Papandreu'nun aradığı söylendi, normalde Başbakanımızın masadan kalkıp görüşmesini yapıp geri gelmesi lazımdı. Onun yerine Başbakanımız 'Verin telefonu' dedi, 'speaker'a bastı ve orada masada Papandreu'yu, iki başbakan birlikte kutladılar. Çok sıcak, hepimizi heyecanlandıran bir sohbet oldu.
O arada Başbakanımız kendisini Türkiye'ye davet etti. Hatırlarsınız biz de 3 Kasımda iktidara geldiğimizde, seçimi kazandığımızda Sayın Recep Tayyip Erdoğan'ın da ilk ziyaret ettiği şehir Atina olmuştu. 11 Kasımda ilk toplantımızı sayın (eski Başbakan Kostas) Simitis ile yapmıştık, daha sonra da AB üyesi ülkelerinin 14'ünü gezmiş ve BM Güvenlik Konseyi Daimi Üyesi ülkelerin tamamını ziyaret etmiştik."
Bu telefon görüşmesinin ardından Papandreu'nun Güneydoğu Avrupa Dışişleri Bakanları toplantısı için İstanbul'a geldiğini ve İsmail Cem'in mezarını ziyaret ederek zeytin dalı getirdiğini hatırlatan Bağış, Başbakan Erdoğan'ın Papandreu ile görüşmek için Ankara'dan İstanbul'a geldiğini ve bir buçuk saatlik bir görüşme yaptıklarını belirtti. Bağış, Sosyalist Enternasyonal'in başkanlığını yapan Papandreu ile daha önce de sürekli temasları olduğunu söyledi.
Papandreu'nun Kıbrıs ziyaretinde nispeten olumlu mesajlar verdiğine, Türkiye'nin AB üyeliği konusunda 2014'ü tarih vererek konuştuğuna ve tam üyelik dışında alternatifin söz konusu olmadığını söylediğine dikkati çeken Bağış, bunların önemli jestler olduğunu, dünkü konferansa gelen daveti de bu gelişmeleri dikkate alarak kabul ettiğini kaydetti.
Başbakan Erdoğan'ın mektubu
Başbakan Erdoğan'ın Papandreu'ya gönderdiği mektuba da değinen Bağış, Başbakan Erdoğan'ın mektubunda Kıbrıs meselesi, azınlıklar konusu, Türkiye'nin AB süreci ve yasadışı göç konularında düşüncelerini dile getirdiğini söyledi.

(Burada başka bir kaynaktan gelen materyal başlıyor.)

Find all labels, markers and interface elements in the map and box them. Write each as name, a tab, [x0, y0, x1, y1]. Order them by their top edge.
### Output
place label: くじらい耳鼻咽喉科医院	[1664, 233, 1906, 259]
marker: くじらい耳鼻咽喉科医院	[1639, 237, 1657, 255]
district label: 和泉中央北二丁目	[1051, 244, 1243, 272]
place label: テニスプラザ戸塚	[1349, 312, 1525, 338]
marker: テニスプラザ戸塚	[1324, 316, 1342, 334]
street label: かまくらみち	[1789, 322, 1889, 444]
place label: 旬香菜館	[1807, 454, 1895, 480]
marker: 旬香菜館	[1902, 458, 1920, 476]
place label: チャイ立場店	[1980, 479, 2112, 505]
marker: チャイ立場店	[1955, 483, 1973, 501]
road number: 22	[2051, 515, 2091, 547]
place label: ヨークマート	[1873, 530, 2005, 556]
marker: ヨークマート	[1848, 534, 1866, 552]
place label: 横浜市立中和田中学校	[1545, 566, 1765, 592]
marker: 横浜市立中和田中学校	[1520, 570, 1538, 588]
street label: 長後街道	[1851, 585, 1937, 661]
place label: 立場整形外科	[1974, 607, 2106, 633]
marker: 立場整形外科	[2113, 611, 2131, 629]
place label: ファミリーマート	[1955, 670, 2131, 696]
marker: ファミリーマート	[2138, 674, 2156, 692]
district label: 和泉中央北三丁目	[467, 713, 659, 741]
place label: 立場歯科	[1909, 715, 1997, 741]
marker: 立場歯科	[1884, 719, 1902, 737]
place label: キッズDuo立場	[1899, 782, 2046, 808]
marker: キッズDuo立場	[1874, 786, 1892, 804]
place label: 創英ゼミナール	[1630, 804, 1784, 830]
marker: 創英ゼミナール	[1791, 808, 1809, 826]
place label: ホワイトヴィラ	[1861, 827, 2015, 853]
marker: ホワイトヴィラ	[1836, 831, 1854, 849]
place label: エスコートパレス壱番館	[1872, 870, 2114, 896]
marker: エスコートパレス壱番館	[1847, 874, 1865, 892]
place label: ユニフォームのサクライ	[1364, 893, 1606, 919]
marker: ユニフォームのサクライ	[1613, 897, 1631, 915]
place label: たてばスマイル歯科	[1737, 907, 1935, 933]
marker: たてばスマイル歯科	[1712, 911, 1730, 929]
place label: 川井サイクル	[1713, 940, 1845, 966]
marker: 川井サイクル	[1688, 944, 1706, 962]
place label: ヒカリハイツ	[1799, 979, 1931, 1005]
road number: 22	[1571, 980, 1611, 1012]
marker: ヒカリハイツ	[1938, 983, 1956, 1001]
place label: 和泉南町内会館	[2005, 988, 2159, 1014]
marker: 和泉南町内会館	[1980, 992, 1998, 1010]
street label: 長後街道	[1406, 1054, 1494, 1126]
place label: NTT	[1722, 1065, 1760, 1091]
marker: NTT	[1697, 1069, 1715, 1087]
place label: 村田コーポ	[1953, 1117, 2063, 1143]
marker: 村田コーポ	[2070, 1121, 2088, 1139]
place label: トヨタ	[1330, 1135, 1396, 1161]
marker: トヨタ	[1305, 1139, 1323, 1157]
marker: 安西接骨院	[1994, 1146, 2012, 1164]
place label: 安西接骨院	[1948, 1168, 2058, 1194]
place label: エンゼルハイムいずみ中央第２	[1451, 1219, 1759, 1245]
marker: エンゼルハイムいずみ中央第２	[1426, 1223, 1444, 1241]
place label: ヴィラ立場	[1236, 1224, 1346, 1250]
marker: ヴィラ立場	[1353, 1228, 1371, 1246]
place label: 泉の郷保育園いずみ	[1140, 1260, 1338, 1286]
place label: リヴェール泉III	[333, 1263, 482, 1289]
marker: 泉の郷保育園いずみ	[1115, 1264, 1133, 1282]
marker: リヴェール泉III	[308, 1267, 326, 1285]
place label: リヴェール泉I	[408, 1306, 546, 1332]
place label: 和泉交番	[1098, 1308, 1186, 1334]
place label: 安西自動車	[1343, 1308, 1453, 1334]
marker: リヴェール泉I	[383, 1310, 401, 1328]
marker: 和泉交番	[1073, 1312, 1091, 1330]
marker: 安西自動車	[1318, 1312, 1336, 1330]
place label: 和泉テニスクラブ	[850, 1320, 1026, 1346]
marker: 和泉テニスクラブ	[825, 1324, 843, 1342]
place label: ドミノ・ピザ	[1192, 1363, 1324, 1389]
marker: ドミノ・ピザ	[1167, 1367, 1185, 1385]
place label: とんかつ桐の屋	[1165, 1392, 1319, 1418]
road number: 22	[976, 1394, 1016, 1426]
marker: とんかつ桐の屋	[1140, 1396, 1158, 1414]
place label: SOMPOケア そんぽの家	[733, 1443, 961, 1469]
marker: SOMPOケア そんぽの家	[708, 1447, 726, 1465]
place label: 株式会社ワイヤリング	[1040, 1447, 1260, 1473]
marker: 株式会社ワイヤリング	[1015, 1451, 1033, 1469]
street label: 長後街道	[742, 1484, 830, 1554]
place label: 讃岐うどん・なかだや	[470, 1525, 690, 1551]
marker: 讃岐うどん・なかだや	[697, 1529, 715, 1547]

Bakan Bağış, Başbakan Erdoğan'ın iki ülke arasındaki sorunların görüşülmesi ve değerlendirilmesi için bir üst düzey istişari toplantı önerisi de getirdiğini kaydetti.
Atina'da bulunduğu 22 saatlik süre içinde yoğun ikili görüşmeler trafiği yaşadığını kaydeden Bağış, hükümet yetkililerinin yanı sıra eski Dışişleri Bakanı ve ana muhalefet partisi Yeni Demokrasi Partisinin en güçlü genel başkan adayı Dora Bakoyanni ile de bir araya geldiğini belirtti.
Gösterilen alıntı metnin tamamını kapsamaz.